The report shows that the surveyed institutions have already achieved an initial return of 11%-15% through AI investments. Seventy-six percent of respondents are willing to accept an investment return below 10% to accelerate AI strategic initiatives. For organizations, while focusing on short-term gains, they value the long-term benefits of AI in enhancing market position, expanding strategic development space, and creating new growth opportunities.
Respondents indicated that the investment returns from their AI projects mainly manifest in reducing risk losses, improving compliance efficiency, increasing revenue, and lowering costs. PwC shared specific case examples, noting that some banks have shifted from sampling checks in certain workflows to comprehensive inspections using AI technology, significantly reducing risk losses.

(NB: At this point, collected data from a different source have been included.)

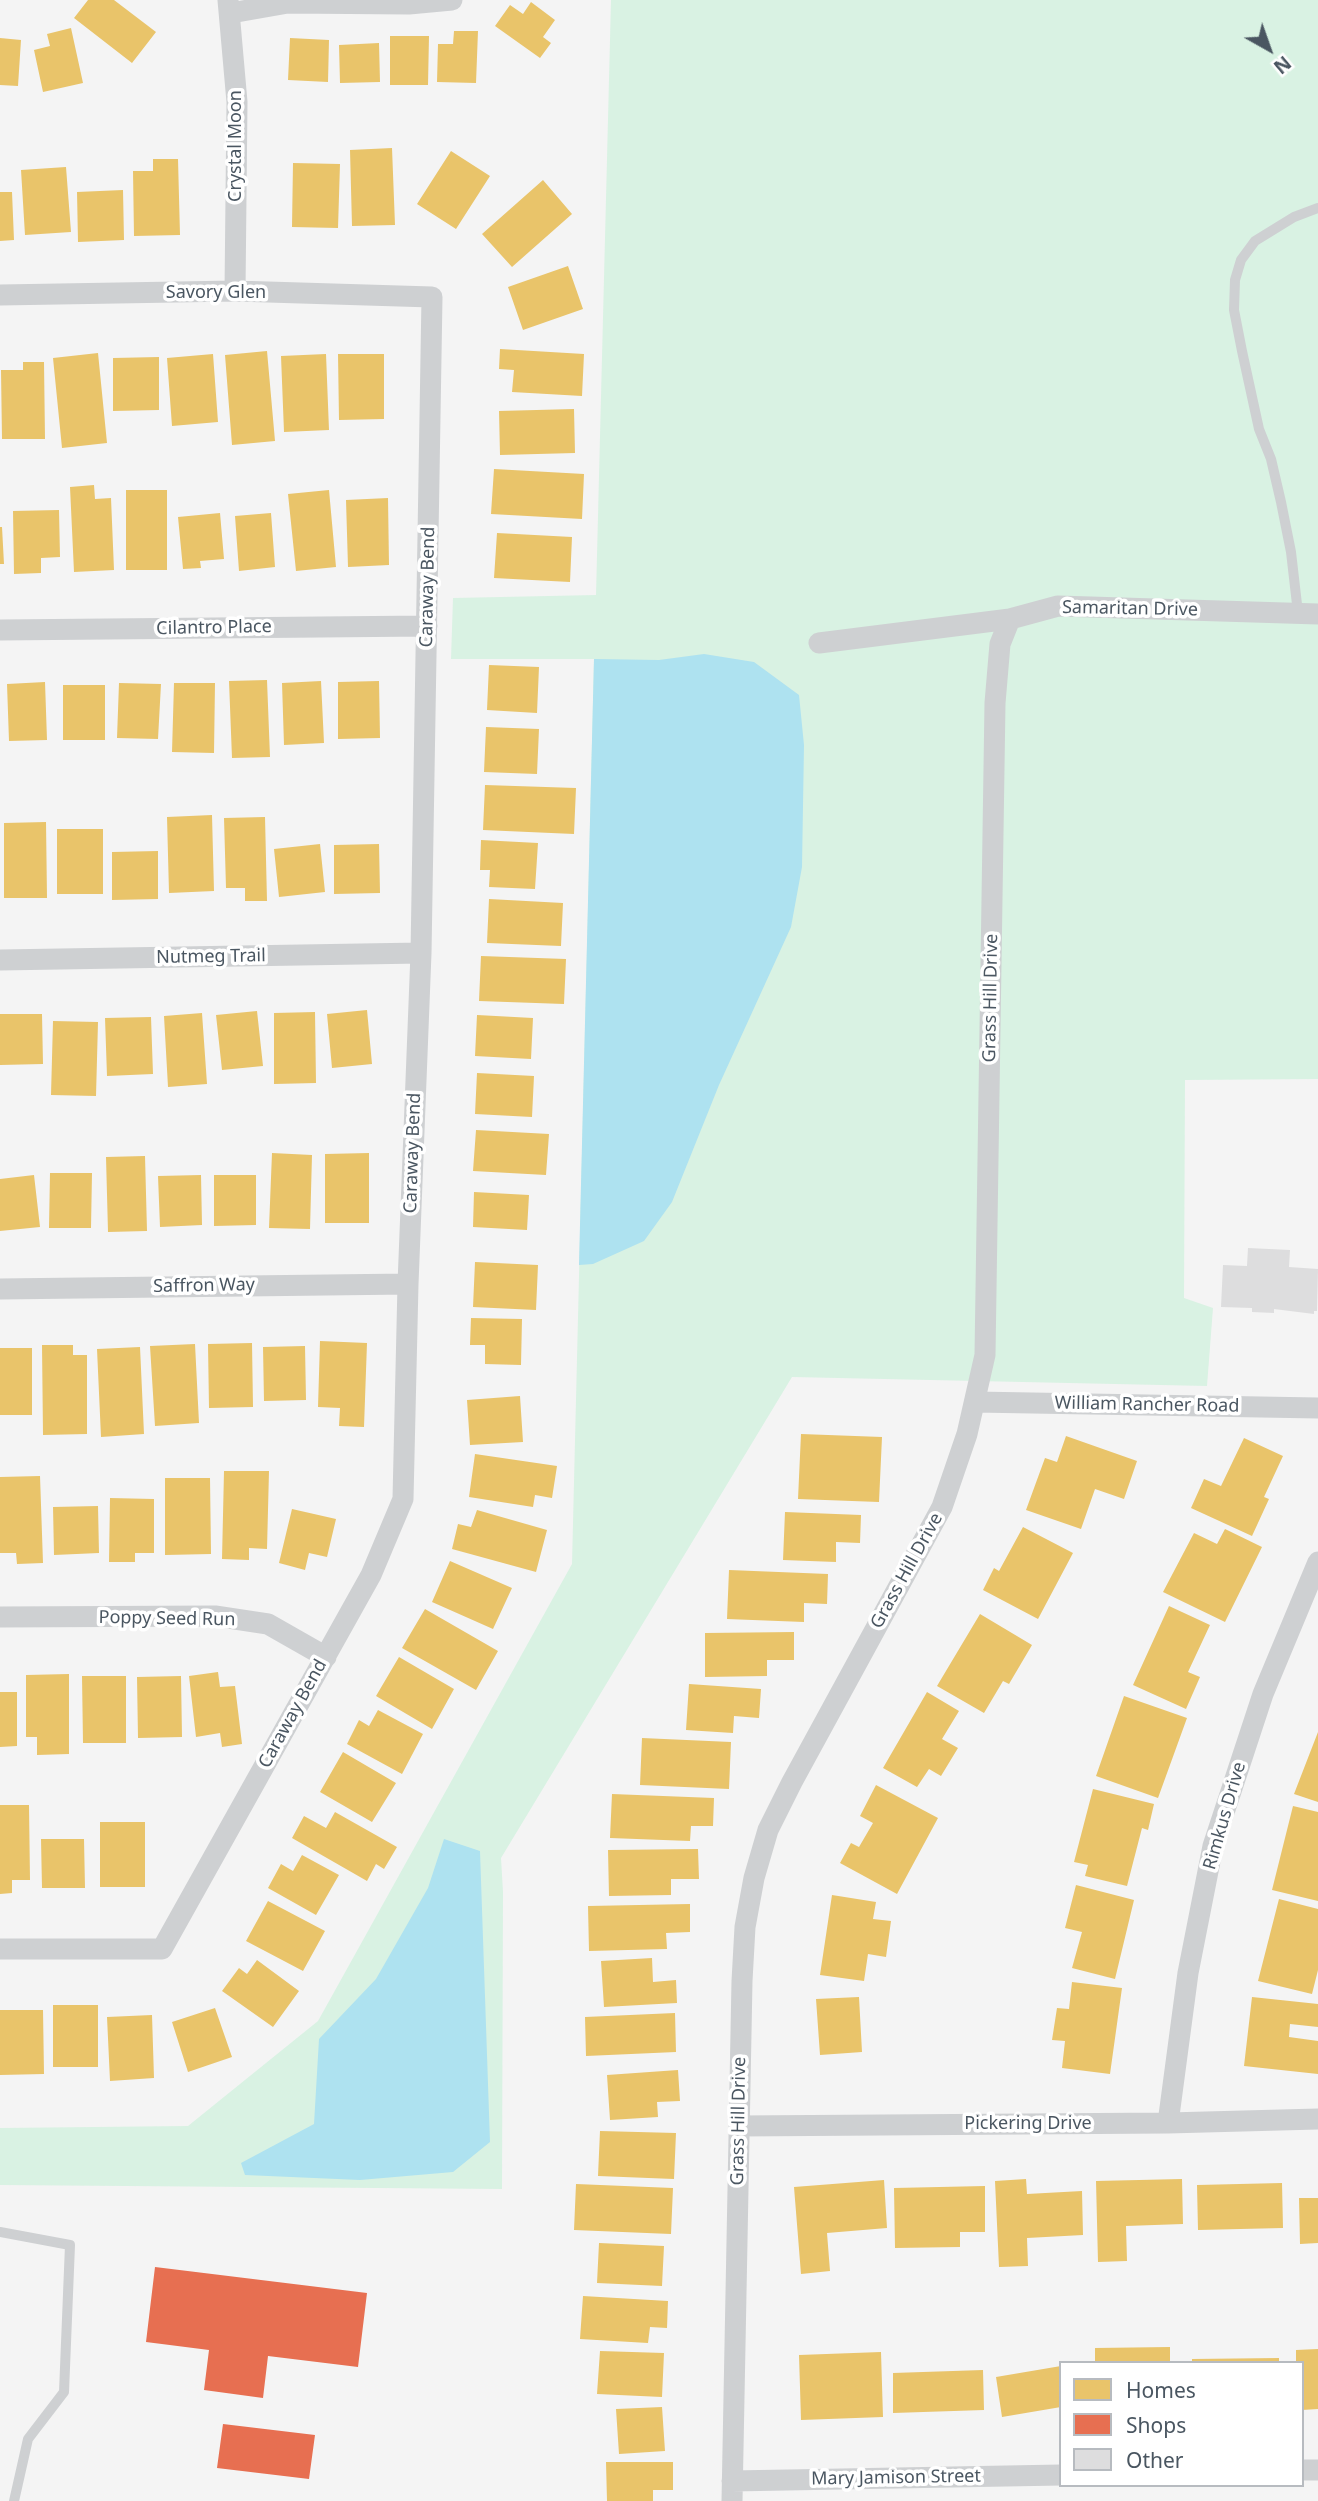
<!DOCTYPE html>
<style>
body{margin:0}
#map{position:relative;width:1318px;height:2501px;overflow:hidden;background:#f4f4f4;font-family:"Noto Sans",sans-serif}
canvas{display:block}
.legend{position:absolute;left:1059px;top:2361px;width:245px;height:126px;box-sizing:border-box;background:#fff;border:2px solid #b7bbc0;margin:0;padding:9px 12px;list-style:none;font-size:21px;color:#4a5661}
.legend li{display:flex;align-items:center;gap:14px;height:35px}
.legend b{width:35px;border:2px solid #b7bbc0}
.north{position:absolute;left:1234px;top:14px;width:70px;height:70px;-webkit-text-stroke:5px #fff;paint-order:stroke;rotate:140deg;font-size:19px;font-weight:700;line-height:28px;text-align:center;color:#4a5661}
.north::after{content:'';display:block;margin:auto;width:24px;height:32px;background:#4a5661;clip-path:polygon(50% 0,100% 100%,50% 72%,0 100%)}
</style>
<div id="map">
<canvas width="1318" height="2501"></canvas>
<ul class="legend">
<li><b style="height:19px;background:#e9c46a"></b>Homes</li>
<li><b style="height:19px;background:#e76f51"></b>Shops</li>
<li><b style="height:19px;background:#ddddde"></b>Other</li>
</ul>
<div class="north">N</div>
</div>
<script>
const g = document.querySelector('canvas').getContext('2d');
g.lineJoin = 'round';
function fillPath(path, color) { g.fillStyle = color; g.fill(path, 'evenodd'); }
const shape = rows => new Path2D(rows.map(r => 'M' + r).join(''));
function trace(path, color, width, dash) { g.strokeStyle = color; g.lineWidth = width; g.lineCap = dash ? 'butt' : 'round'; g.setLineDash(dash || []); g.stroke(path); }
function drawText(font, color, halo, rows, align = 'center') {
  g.font = font + ' "Noto Sans",sans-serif'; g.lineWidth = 7; g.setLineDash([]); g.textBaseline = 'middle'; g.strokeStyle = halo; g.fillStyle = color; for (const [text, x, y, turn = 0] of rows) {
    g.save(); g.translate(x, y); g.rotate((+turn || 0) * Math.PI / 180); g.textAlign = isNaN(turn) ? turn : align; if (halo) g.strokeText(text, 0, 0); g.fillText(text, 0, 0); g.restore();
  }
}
fillPath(shape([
 [611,0,1318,0,1318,1079,1185,1080,1184,1298,1213,1308,1207,1386,792,1377,501,1858,503,1892,502,2189,0,2185,0,2128,188,2126,318,2021,572,1564,594,659,451,659,453,598,596,595]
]), '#d9f2e3');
fillPath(shape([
 [704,654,754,662,799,695,804,745,802,867,791,927,719,1085,672,1202,644,1241,593,1264,579,1265,594,659,659,660],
 [444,1839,480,1851,490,2142,453,2172,360,2180,245,2175,241,2163,314,2124,319,2039,376,1979,428,1888]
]), '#aee2f0');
fillPath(shape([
 [88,0,114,0,156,32,132,63,74,18],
 [531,2,555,20,543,37,551,43,540,58,495,26,510,5,523,14],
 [71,28,83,83,43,92,34,50,50,46,47,34],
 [454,31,478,31,476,83,437,82,438,44,453,44],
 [390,36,429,36,428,85,390,85],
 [0,38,21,40,18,86,0,85],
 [290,38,329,40,328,82,288,80],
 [379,43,380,82,340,83,339,45],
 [392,148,395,225,352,226,350,150],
 [451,151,490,176,456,229,417,204],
 [153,159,178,159,180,235,134,236,133,171,153,171],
 [293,163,340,164,338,228,292,227],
 [66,167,71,232,25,235,21,170],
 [543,180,572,214,512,267,482,234],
 [123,190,124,240,78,242,77,192],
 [0,192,12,192,14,240,0,241],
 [568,266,583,309,523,330,508,287],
 [500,349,584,354,582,396,512,392,514,370,499,369],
 [267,351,275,441,232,445,225,355],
 [98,353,107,443,62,448,53,358],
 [213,354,218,422,172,426,167,358],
 [326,354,329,430,284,432,281,356],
 [338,354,384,354,384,419,339,420],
 [159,357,159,410,113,411,113,358],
 [23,362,44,362,45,439,2,439,1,370,23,370],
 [574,409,575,453,500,455,499,411],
 [494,469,584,474,582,519,491,514],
 [94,485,95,499,111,498,114,570,74,572,70,487],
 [126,490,167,490,167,570,126,570],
 [329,490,336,567,296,571,288,494],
 [388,498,389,565,348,567,346,500],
 [59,510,60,557,41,558,41,573,14,574,13,511],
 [220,513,224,559,200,561,201,568,183,569,178,517],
 [271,513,275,567,239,571,235,516],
 [0,527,2,527,4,564,0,564],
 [497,533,572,537,570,582,494,578],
 [489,665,539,667,537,713,487,710],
 [267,680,270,757,232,758,229,681],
 [321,681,324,743,284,745,282,683],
 [379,681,380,738,338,739,338,682],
 [45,682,47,740,9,741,7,684],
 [119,683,161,684,158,739,117,738],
 [174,683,215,683,214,753,172,752],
 [63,685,105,685,105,740,63,740],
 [486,727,539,729,537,774,484,772],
 [485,785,576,788,574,834,483,830],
 [212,815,214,891,169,893,167,817],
 [265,817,267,901,245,901,245,888,226,888,224,818],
 [46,822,47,898,4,898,4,823],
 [57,829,103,829,103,894,57,894],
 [481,840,538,843,535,889,489,887,490,870,480,870],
 [320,844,325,892,279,897,274,849],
 [379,844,380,893,334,894,334,845],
 [158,851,158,899,112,900,112,852],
 [489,899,563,903,561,946,487,943],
 [481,956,566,959,564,1004,479,1001],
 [367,1010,372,1064,332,1068,327,1014],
 [257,1011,263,1066,222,1070,216,1015],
 [315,1012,316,1083,274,1084,274,1013],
 [202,1013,207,1084,168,1087,164,1016],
 [0,1014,42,1014,43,1064,0,1065],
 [477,1015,533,1018,531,1059,475,1056],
 [151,1017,153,1074,107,1076,105,1018],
 [53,1021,98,1022,96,1096,51,1095],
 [477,1073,534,1076,532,1117,475,1114],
 [476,1130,549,1134,546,1175,473,1171],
 [272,1153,312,1155,310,1229,269,1228],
 [369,1153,369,1223,325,1223,325,1154],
 [145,1156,147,1231,108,1232,106,1157],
 [50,1173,92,1173,91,1228,49,1228],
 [34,1175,40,1227,0,1231,0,1179],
 [201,1175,202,1225,160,1227,158,1176],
 [214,1175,256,1175,256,1225,214,1226],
 [474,1192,529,1195,527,1230,473,1227],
 [475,1262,538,1265,536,1310,473,1307],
 [471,1318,522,1319,521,1365,485,1364,485,1345,470,1345],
 [320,1341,367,1343,364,1427,339,1426,340,1408,318,1407],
 [252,1343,253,1407,209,1408,208,1344],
 [195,1344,199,1423,155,1426,150,1346],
 [42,1345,73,1345,73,1355,87,1355,87,1434,43,1435],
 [305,1346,306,1400,264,1401,263,1347],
 [140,1347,144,1434,101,1437,97,1349],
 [0,1348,32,1348,32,1415,0,1415],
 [520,1396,523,1442,470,1445,467,1400],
 [801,1434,882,1437,879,1502,798,1499],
 [1066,1436,1137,1461,1124,1499,1095,1489,1081,1529,1026,1510,1045,1458,1057,1462],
 [1244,1438,1283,1456,1264,1497,1269,1499,1252,1536,1191,1508,1204,1479,1221,1486],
 [475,1454,557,1466,552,1498,535,1495,533,1507,469,1497],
 [224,1471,269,1471,267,1549,249,1548,249,1560,222,1559],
 [40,1476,43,1563,17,1564,16,1553,0,1553,0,1477],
 [165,1478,210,1478,211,1554,165,1555],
 [110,1498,154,1499,154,1553,135,1553,135,1562,109,1562],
 [98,1506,99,1553,54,1555,53,1507],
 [292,1509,336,1519,327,1557,309,1553,305,1570,279,1563],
 [477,1510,547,1530,536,1572,452,1549,458,1524,471,1527],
 [785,1512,861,1515,860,1543,836,1542,836,1562,783,1560],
 [1023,1527,1073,1553,1038,1619,983,1590,994,1568,999,1571],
 [1225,1529,1262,1547,1225,1622,1163,1592,1194,1533,1217,1544],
 [450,1561,512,1588,493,1629,432,1602],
 [729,1570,828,1574,827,1604,804,1603,804,1622,727,1619],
 [1169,1606,1210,1625,1188,1672,1200,1677,1186,1709,1133,1685],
 [425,1609,498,1651,476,1690,402,1648],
 [980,1614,1032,1645,1009,1684,1003,1681,984,1713,937,1686],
 [794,1632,794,1660,767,1660,767,1676,705,1677,705,1633],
 [399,1657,454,1689,432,1729,376,1696],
 [218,1672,220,1687,235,1686,242,1744,222,1747,220,1733,196,1737,189,1676],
 [69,1674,69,1754,37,1755,37,1737,26,1737,26,1675],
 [82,1676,126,1676,126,1743,83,1743],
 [181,1676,182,1737,138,1738,137,1677],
 [689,1684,761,1689,759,1718,734,1716,733,1733,686,1730],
 [0,1692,17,1692,17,1746,0,1747],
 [927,1692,959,1711,942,1739,958,1748,941,1776,929,1769,917,1787,883,1768],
 [1124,1696,1187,1718,1158,1798,1096,1776],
 [378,1710,423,1734,402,1774,347,1744,359,1720,369,1726],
 [1318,1732,1318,1802,1294,1794],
 [642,1738,731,1742,729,1789,640,1785],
 [343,1752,396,1783,372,1822,320,1792],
 [876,1785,938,1818,897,1894,840,1863,851,1843,859,1847,873,1823,860,1816],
 [1093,1789,1154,1804,1148,1830,1142,1828,1127,1886,1085,1876,1088,1865,1074,1862],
 [612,1794,714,1798,713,1826,691,1826,690,1841,610,1838],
 [0,1805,29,1805,30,1880,12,1880,12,1893,0,1894],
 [1293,1806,1318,1812,1318,1901,1272,1890],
 [335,1812,397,1847,384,1869,376,1864,367,1881,292,1838,304,1816,326,1828],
 [100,1822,145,1822,145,1887,100,1887],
 [41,1839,84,1839,85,1888,42,1888],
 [698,1849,699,1879,671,1879,671,1895,609,1896,608,1850],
 [302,1855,339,1875,316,1915,268,1888,281,1864,293,1871],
 [1076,1885,1134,1900,1115,1979,1072,1968,1082,1932,1065,1928],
 [832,1895,876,1902,873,1919,891,1921,886,1957,868,1954,864,1981,820,1975],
 [1279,1899,1318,1909,1318,1970,1312,1994,1258,1981],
 [268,1901,325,1931,303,1971,246,1941],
 [690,1904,690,1932,666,1933,667,1949,589,1951,588,1906],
 [652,1958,653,1982,676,1980,677,2003,604,2007,601,1961],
 [257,1960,299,1991,273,2027,222,1991,239,1968,247,1974],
 [1072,1982,1122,1988,1110,2074,1062,2068,1065,2041,1052,2040,1057,2008,1069,2009],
 [859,1997,862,2052,820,2055,816,1999],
 [1252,1997,1318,2004,1318,2027,1290,2024,1289,2037,1318,2041,1318,2074,1244,2066],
 [53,2005,98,2005,98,2067,53,2067],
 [215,2008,232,2057,188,2072,172,2022],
 [0,2010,43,2010,44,2074,0,2075],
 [675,2013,676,2052,586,2056,585,2017],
 [152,2015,154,2078,110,2081,107,2017],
 [678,2070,680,2101,657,2102,658,2117,610,2120,607,2075],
 [600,2131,676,2133,674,2179,598,2176],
 [1026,2179,1027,2194,1082,2191,1083,2235,1027,2238,1028,2266,999,2267,995,2181],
 [1182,2179,1183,2224,1126,2226,1127,2261,1098,2262,1096,2181],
 [884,2180,887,2228,827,2233,830,2271,801,2274,794,2187],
 [1282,2183,1283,2228,1198,2230,1197,2185],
 [576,2184,673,2188,671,2234,574,2230],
 [985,2186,985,2232,960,2232,960,2247,895,2248,894,2188],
 [1299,2198,1318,2198,1318,2243,1300,2244],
 [599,2243,664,2246,662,2286,597,2283],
 [583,2296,668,2301,667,2328,650,2327,648,2343,580,2339],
 [1170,2347,1170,2363,1095,2363,1095,2348],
 [1318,2349,1318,2409,1302,2410,1302,2363,1296,2363,1296,2350],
 [600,2351,664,2353,662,2397,597,2394],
 [881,2352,883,2417,801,2420,799,2355],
 [1279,2358,1279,2363,1192,2363,1192,2359],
 [1061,2366,1061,2407,1002,2417,996,2377],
 [983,2370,984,2410,893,2413,893,2373],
 [662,2407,665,2451,619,2454,616,2409],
 [606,2462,673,2462,673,2490,653,2490,653,2501,607,2501]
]), '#e9c46a');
fillPath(shape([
 [155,2267,367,2293,358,2367,268,2356,263,2398,204,2390,209,2350,146,2342],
 [223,2424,315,2435,309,2479,217,2468]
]), '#e76f51');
fillPath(shape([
 [1248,1248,1290,1250,1289,1267,1318,1269,1317,1311,1314,1311,1314,1314,1274,1309,1274,1313,1252,1312,1252,1308,1221,1307,1223,1265,1247,1266]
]), '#ddddde');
trace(shape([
 [1298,613,1291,552,1281,502,1271,459,1259,429,1242,351,1234,310,1235,280,1241,260,1255,241,1294,217,1318,208],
 [0,2232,70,2245,64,2392,28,2439,14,2501]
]), '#ced0d2', 10);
trace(shape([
 [228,0,237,102,235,291],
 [231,13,288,3,409,4,452,0],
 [0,295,235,291,432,297,421,953,408,1284,403,1499,371,1575,162,1949,0,1949],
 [0,630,427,626],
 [819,643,1010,619,1058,606,1318,614],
 [0,960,421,953],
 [0,1289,408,1284],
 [975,1402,1318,1408],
 [0,1617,215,1616,268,1624,326,1657],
 [1168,2123,1188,1973,1213,1846,1263,1694,1318,1562],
 [739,2126,1168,2123,1318,2119],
 [1302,2470,1318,2470],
 [732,2481,1061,2475],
 [732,2501,742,1981,745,1927,754,1878,768,1830,792,1782,942,1507,967,1434,985,1355,995,703,1000,644,1010,619]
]), '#ced0d2', 21);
drawText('18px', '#4a5661', '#fff', [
 ["Crystal Moon",236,146,-90],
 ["Savory Glen",216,293],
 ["Caraway Bend",428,587,-89],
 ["Samaritan Drive",1130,609,1],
 ["Cilantro Place",214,628,-1],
 ["Nutmeg Trail",211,957,-1],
 ["Grass Hill Drive",991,998,-89],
 ["Caraway Bend",413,1153,-88],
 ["Saffron Way",204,1286,-1],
 ["William Rancher Road",1147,1405,1],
 ["Grass Hill Drive",907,1571,-61],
 ["Poppy Seed Run",167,1619,1],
 ["Caraway Bend",293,1714,-61],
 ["Rimkus Drive",1225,1816,-74],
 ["Grass Hill Drive",739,2121,-89],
 ["Pickering Drive",1028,2124],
 ["Mary Jamison Street",896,2478,-1]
]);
</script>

Five major application scenarios—customer service/chatbots deployment, investment and asset management, fraud detection, predictive analytics and modeling, and back-office process automation—are delivering measurable investment returns and rapidly becoming key development areas in enterprise AI applications. As one senior executive from a Hong Kong bank said, “It’s not just about improving efficiency through AI, but also about helping to create new value propositions and business models that open up new market positions.”
Currently, different industries focus on different AI deployment applications. Ni Qing, Partner and Head of Asset and Wealth Management at PwC China, stated: “The banking sector mainly focuses on risk control, anti-money laundering, and compliance tasks, while the insurance industry emphasizes agent capability enhancement, customer service, and claims. In asset and wealth management, AI is applied to investment and portfolio management, data and market analysis.”
However, the level of investment in AI remains a core issue. The report shows that 61% of financial institutions allocate less than 10% of their technology budgets to AI, with a 30% to 40% gap between AI investment and actual needs within the industry. Among them, 68%, 48%, and 60% of surveyed banks, insurance companies, and asset management firms respectively said their AI investments do not exceed 10% of their technology budgets.
Large-scale AI adoption still faces multiple constraints. Respondents identified three major barriers to increasing AI investment: data availability, regulatory pressure, and the need to prioritize maintaining existing core systems. Additionally, talent shortages and rigid organizational structures are core obstacles hindering large-scale AI deployment, with impacts far exceeding budget or technical issues.
Looking ahead, the report predicts four major changes in the financial industry over the next five years: first, hyper-personalized services shifting from standardized products to AI-driven dynamic real-time service models; second, highly automated and optimized decision-making with AI taking on more decision authority, becoming a “super collaborator” for humans; third, proactive intelligent compliance shifting from passive response to embedded, real-time, pre-emptive compliance; and fourth, real-time predictive risk management.